ACTIVITY
Filter these entries down to lines holding "setLineDash".

INPUT RECORDS
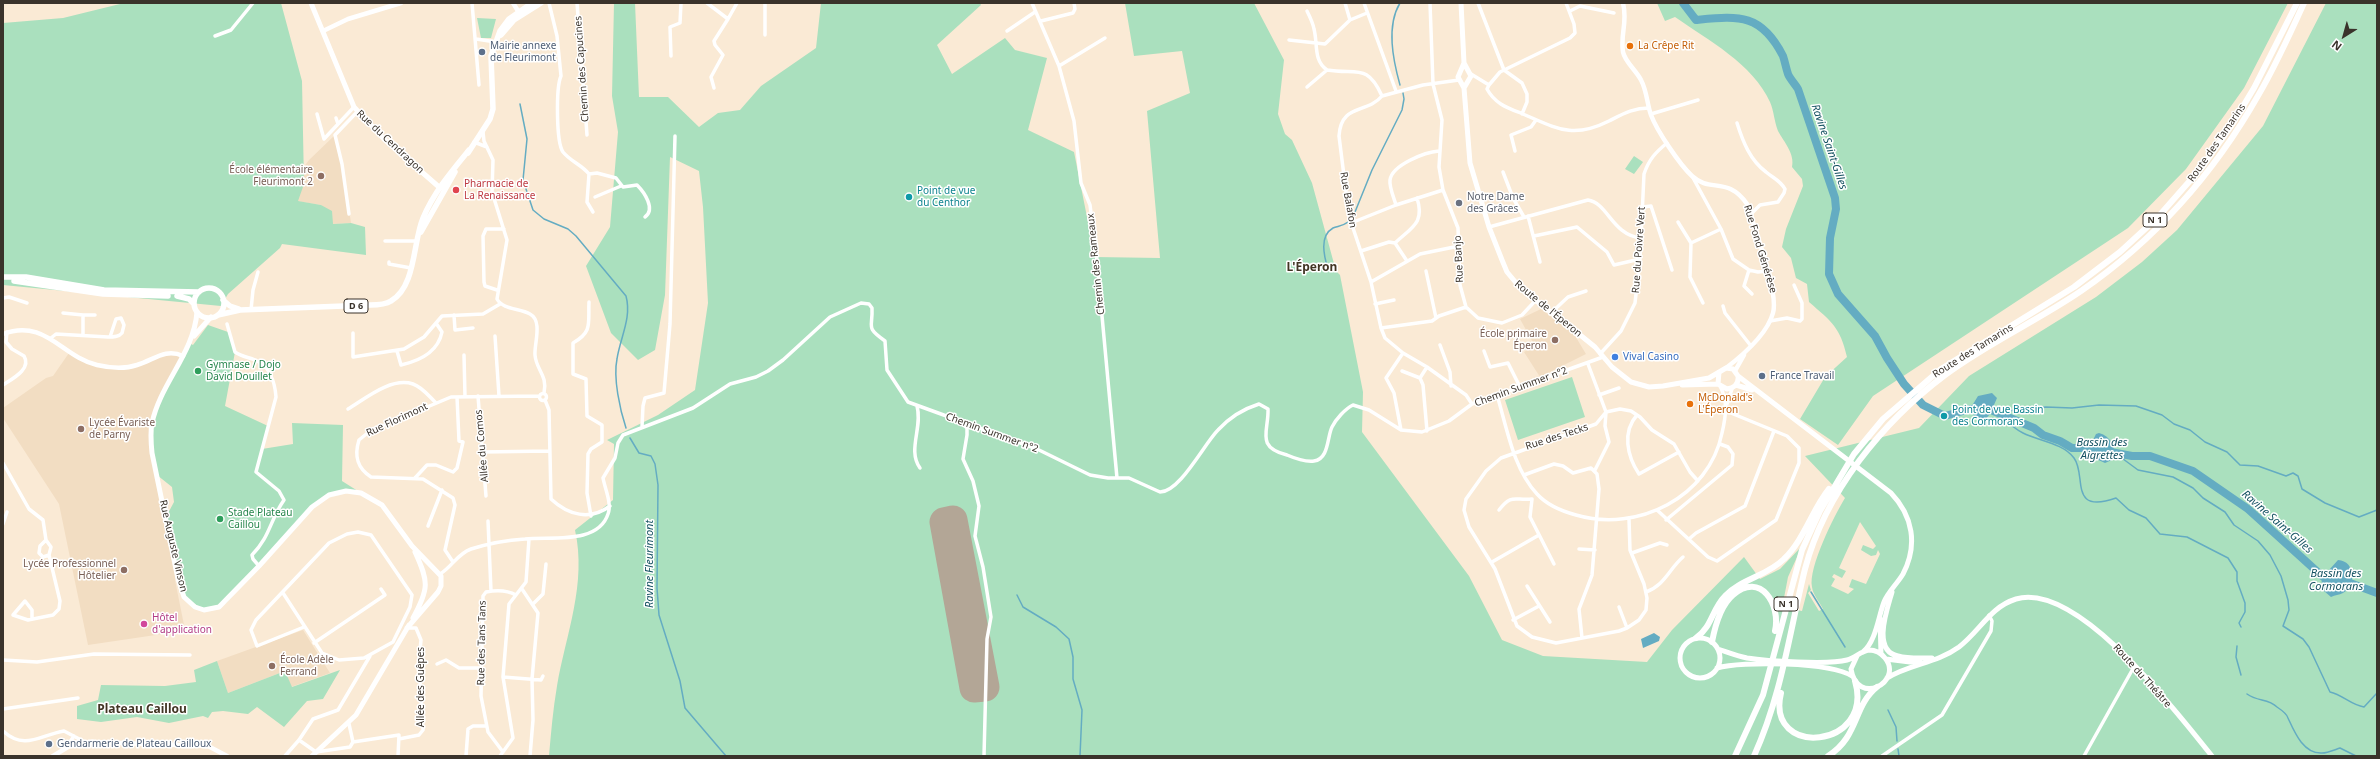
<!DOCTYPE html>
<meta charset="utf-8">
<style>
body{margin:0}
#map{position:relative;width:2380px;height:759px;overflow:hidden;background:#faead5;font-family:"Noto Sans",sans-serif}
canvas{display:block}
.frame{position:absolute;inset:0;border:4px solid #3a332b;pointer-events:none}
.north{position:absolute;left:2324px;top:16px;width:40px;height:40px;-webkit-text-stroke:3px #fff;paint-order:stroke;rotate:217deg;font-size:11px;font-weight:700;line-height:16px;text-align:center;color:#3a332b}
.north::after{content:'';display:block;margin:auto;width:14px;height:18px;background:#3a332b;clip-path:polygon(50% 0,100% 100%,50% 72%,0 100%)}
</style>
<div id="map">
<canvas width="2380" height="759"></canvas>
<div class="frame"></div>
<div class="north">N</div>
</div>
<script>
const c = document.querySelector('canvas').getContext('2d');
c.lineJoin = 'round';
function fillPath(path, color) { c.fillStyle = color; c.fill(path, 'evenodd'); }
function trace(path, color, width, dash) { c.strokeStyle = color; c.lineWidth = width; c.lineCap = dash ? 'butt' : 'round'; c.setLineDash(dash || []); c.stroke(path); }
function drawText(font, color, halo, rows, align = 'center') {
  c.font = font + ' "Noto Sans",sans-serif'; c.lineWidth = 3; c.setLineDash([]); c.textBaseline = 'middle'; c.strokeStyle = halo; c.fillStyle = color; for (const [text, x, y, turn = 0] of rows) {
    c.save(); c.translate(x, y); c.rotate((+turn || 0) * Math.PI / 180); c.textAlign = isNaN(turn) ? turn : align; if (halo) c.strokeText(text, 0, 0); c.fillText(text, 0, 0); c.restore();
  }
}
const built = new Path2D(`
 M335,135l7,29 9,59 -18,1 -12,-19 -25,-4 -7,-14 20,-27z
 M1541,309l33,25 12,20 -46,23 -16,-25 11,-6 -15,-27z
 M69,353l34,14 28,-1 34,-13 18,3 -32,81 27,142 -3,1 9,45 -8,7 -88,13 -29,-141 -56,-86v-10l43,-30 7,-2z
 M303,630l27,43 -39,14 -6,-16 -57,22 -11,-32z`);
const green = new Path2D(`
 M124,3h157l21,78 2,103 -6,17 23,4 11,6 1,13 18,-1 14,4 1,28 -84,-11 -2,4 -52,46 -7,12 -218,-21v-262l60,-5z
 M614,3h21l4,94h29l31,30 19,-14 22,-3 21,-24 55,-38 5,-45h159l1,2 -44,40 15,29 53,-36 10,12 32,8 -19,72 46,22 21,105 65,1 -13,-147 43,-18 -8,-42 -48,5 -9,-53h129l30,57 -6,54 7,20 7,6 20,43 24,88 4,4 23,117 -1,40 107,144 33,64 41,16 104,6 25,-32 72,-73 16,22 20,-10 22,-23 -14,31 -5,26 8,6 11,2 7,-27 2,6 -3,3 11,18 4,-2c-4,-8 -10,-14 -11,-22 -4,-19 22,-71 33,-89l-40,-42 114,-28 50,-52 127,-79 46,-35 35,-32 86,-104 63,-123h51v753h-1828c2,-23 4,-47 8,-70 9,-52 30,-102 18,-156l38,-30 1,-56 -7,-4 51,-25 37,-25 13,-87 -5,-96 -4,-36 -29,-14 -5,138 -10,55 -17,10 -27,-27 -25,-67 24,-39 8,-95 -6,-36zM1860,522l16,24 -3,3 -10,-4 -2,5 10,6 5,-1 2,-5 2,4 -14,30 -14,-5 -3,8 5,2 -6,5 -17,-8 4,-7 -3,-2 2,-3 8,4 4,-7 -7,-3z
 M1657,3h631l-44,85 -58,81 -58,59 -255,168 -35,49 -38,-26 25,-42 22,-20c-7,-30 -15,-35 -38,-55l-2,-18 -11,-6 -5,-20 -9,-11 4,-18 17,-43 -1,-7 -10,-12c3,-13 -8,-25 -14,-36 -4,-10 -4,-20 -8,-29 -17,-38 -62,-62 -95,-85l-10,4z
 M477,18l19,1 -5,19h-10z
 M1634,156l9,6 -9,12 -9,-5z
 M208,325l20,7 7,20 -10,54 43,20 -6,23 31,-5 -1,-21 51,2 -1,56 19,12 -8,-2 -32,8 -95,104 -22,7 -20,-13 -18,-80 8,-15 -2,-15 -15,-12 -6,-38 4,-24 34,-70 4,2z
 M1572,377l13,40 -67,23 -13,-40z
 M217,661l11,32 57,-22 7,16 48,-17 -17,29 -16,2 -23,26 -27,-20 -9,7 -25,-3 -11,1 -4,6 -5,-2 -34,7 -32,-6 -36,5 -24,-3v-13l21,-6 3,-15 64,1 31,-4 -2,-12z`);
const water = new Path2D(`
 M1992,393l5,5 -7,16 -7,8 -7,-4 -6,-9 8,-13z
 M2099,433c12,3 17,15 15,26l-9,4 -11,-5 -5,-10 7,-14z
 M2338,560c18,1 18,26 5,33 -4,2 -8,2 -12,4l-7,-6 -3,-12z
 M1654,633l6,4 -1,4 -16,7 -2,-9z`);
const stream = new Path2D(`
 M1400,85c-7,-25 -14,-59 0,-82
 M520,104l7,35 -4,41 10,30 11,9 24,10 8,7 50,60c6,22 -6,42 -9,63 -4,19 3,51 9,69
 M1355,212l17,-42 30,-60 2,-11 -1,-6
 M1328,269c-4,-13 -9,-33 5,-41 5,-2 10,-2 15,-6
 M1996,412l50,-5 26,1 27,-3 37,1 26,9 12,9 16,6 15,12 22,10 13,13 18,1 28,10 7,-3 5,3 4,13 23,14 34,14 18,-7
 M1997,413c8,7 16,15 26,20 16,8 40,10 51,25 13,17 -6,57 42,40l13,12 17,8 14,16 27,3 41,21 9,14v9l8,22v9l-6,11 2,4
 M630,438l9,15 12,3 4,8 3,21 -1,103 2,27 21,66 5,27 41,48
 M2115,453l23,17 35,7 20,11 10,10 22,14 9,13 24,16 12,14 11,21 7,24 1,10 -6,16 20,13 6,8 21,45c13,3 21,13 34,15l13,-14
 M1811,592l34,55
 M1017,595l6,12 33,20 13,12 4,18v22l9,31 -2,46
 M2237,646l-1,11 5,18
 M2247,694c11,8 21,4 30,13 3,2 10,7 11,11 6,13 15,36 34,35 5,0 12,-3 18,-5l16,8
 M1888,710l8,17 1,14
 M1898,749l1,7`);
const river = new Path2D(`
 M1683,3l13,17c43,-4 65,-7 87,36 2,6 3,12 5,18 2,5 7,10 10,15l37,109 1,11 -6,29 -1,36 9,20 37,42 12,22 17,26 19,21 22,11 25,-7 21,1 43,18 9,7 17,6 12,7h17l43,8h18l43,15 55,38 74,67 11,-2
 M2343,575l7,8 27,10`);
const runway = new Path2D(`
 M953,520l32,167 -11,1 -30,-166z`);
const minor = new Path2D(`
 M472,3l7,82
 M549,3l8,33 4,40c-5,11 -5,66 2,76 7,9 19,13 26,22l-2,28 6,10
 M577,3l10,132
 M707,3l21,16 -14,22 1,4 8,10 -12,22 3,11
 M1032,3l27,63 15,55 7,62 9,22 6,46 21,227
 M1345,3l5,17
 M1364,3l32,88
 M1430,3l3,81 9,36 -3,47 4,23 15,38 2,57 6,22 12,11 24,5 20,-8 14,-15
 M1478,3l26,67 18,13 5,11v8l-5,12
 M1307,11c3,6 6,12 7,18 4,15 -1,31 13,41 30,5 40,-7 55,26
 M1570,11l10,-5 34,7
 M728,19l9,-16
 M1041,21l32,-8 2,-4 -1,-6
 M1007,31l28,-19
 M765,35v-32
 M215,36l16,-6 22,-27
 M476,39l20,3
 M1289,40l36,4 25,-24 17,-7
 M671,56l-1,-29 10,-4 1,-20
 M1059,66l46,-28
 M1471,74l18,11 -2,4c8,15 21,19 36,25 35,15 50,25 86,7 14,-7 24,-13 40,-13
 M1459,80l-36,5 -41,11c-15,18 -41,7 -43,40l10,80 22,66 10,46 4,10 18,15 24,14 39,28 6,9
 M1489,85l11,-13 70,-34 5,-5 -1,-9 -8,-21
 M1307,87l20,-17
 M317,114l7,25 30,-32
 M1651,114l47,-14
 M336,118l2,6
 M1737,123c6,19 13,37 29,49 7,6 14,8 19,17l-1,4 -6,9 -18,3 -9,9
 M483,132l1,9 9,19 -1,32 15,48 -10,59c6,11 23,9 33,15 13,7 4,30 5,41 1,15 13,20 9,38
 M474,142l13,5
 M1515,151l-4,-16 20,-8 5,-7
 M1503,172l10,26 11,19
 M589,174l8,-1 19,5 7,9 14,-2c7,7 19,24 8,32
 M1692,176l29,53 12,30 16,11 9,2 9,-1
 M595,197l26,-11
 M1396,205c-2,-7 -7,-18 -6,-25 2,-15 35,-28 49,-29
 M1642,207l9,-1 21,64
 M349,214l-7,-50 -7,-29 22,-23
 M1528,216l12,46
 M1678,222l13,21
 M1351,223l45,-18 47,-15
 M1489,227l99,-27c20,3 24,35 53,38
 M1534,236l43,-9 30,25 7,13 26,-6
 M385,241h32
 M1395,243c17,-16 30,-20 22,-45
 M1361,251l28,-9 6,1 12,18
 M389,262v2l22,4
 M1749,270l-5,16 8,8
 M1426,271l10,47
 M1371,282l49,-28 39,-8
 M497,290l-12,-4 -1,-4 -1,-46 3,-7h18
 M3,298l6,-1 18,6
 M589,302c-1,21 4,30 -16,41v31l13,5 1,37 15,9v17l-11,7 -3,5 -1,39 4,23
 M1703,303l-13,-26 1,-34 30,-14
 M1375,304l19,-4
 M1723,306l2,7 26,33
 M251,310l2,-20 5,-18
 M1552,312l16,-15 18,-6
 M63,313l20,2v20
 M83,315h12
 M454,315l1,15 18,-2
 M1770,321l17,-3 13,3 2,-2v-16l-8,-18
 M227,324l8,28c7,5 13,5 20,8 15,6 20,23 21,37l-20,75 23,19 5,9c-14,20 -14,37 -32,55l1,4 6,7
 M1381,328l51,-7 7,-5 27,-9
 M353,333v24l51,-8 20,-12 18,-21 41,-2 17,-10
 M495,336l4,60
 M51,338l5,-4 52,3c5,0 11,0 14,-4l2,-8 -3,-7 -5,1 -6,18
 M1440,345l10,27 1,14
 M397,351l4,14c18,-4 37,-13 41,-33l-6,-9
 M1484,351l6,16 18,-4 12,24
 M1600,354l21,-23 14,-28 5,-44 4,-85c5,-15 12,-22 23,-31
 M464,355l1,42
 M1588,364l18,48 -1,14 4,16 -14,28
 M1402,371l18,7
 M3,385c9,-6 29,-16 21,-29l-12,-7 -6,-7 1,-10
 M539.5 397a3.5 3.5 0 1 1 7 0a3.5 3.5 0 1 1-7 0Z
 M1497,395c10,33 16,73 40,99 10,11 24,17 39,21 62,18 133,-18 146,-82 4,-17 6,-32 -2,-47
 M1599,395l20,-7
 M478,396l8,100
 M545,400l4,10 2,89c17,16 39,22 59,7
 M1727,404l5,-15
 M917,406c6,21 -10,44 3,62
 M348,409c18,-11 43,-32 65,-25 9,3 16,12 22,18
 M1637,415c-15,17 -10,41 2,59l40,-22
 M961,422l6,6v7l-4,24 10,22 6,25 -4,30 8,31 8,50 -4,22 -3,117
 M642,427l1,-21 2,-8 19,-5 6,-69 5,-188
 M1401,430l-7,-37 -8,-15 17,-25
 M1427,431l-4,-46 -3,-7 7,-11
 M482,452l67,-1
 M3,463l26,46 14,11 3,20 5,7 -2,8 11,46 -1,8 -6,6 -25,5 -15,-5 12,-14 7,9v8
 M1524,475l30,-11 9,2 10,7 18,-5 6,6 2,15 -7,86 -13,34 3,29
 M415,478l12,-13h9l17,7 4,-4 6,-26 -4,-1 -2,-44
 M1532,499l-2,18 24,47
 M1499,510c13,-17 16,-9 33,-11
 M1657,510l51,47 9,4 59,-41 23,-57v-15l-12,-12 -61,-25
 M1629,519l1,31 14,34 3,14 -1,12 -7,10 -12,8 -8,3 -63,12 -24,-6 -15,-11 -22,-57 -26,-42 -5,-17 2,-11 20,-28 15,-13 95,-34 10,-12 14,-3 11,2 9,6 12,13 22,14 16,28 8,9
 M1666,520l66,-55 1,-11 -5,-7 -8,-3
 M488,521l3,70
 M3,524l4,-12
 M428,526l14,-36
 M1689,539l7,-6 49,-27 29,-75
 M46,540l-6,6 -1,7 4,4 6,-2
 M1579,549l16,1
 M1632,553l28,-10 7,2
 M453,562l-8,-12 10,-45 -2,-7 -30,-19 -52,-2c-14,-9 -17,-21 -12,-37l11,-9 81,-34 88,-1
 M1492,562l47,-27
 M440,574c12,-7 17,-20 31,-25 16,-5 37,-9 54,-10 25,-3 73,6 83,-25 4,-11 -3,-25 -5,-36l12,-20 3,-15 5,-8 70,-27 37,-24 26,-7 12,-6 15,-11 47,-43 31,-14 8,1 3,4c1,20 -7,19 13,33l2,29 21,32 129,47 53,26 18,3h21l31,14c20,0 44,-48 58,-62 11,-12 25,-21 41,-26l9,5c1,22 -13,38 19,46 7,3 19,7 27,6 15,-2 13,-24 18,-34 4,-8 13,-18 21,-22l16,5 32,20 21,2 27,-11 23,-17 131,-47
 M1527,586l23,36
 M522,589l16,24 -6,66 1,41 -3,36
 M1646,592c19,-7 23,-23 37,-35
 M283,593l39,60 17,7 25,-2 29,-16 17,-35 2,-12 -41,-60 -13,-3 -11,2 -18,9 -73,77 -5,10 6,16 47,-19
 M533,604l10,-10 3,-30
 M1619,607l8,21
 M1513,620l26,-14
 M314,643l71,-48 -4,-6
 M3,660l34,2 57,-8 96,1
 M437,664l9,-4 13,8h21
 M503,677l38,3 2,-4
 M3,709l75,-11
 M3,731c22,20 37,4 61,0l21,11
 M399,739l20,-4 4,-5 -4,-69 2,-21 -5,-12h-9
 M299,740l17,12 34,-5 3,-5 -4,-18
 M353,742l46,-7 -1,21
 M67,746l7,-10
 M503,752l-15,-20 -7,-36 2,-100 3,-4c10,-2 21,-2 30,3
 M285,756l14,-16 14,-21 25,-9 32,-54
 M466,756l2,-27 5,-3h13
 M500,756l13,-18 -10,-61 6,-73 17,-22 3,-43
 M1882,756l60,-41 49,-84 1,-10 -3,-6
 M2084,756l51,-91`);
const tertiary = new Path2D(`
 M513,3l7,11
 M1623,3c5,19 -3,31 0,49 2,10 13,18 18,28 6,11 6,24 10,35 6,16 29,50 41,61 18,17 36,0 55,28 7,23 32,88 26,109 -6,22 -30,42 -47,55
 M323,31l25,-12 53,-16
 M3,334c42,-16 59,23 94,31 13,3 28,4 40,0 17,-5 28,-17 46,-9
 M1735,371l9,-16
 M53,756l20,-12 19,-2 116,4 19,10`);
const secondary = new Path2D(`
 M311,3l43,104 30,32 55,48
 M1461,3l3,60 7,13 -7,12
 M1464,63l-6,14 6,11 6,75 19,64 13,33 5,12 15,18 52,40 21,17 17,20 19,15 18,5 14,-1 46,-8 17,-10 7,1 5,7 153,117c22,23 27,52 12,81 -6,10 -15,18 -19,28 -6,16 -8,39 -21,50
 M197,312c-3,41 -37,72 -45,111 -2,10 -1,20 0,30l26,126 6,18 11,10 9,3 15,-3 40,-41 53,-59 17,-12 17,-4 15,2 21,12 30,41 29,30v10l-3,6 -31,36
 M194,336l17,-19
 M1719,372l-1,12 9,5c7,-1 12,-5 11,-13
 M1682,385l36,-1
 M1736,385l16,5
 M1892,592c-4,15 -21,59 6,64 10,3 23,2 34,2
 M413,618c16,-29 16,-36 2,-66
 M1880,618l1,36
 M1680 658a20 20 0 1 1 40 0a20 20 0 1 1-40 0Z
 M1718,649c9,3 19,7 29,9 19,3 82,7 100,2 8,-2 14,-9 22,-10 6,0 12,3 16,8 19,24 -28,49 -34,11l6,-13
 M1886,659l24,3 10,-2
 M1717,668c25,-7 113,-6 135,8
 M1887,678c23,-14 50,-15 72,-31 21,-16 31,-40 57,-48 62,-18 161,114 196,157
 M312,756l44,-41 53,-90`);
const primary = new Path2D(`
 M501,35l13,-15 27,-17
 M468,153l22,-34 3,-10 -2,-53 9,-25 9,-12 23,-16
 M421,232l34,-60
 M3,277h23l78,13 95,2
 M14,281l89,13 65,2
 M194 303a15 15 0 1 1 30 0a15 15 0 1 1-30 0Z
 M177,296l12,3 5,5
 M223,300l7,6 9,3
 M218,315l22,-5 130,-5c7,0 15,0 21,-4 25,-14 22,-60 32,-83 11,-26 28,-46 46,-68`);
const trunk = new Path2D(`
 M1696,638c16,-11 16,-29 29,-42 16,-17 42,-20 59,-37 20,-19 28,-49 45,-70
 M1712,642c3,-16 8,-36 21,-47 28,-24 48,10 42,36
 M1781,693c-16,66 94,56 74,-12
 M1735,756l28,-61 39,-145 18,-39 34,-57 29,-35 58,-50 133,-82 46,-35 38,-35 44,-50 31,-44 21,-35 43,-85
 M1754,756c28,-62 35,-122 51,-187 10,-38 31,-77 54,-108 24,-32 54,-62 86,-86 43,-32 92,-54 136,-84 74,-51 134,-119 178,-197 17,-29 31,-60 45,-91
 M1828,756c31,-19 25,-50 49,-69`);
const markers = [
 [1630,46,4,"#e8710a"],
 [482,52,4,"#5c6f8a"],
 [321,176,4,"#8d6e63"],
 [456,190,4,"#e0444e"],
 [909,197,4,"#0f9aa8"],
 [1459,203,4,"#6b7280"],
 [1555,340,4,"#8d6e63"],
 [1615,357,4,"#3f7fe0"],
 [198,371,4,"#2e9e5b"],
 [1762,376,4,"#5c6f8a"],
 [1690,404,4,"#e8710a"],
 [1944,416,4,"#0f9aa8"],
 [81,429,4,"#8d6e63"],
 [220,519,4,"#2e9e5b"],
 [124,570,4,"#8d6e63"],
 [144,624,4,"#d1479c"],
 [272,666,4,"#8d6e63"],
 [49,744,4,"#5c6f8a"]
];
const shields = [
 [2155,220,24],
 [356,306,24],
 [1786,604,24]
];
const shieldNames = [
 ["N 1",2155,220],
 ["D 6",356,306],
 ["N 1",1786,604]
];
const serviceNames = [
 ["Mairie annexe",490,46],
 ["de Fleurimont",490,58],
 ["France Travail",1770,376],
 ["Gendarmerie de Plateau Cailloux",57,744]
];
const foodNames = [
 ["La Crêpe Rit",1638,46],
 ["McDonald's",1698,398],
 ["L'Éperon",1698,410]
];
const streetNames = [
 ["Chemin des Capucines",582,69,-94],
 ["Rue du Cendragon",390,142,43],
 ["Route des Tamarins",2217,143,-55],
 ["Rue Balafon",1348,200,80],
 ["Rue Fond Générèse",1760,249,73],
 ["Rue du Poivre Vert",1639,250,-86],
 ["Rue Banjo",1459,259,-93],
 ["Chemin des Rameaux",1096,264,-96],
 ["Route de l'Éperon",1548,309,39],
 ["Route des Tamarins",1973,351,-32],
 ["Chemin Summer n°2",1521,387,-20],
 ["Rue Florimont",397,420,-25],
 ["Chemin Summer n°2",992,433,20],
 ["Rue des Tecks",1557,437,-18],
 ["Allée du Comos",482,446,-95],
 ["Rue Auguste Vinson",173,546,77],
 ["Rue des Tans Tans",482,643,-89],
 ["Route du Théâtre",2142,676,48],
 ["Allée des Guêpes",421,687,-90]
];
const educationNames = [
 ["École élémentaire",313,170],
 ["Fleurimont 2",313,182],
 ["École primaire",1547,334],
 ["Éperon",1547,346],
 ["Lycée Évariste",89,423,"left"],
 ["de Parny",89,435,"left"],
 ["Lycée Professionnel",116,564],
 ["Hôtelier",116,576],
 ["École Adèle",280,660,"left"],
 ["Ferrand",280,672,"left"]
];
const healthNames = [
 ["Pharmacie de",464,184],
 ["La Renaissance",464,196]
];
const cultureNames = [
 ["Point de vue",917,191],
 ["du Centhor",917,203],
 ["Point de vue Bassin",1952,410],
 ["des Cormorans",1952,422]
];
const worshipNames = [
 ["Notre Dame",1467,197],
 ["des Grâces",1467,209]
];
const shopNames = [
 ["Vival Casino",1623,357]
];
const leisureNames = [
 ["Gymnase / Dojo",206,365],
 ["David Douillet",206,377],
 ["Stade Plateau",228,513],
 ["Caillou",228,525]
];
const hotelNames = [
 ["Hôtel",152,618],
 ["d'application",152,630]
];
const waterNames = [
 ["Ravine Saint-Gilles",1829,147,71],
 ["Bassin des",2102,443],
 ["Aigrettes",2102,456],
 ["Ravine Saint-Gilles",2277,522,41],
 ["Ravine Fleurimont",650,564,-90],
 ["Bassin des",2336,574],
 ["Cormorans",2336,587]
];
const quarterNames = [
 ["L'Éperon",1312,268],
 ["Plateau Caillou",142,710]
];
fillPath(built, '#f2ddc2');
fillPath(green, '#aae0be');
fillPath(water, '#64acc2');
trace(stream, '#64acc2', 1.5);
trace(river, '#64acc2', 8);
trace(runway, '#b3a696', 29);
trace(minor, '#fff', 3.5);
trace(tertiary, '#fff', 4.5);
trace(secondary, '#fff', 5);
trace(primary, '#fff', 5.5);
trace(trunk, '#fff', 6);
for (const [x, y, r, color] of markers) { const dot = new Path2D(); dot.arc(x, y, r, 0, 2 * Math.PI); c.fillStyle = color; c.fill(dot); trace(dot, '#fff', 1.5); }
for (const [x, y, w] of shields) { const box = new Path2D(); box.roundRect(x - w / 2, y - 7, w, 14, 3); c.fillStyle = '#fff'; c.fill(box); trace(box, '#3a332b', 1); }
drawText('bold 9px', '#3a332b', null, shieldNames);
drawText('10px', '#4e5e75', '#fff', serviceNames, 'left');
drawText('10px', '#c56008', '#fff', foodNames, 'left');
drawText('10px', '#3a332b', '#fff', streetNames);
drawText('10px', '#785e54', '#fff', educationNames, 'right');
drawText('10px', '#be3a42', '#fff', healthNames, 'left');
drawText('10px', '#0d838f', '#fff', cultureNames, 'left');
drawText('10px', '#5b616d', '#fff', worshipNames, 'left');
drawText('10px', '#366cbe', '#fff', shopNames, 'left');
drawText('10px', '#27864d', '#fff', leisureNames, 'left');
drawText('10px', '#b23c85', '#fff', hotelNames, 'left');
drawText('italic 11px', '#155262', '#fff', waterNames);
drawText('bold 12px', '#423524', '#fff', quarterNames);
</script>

EXERCISE ANSWER
function trace(path, color, width, dash) { c.strokeStyle = color; c.lineWidth = width; c.lineCap = dash ? 'butt' : 'round'; c.setLineDash(dash || []); c.stroke(path); }
  c.font = font + ' "Noto Sans",sans-serif'; c.lineWidth = 3; c.setLineDash([]); c.textBaseline = 'middle'; c.strokeStyle = halo; c.fillStyle = color; for (const [text, x, y, turn = 0] of rows) {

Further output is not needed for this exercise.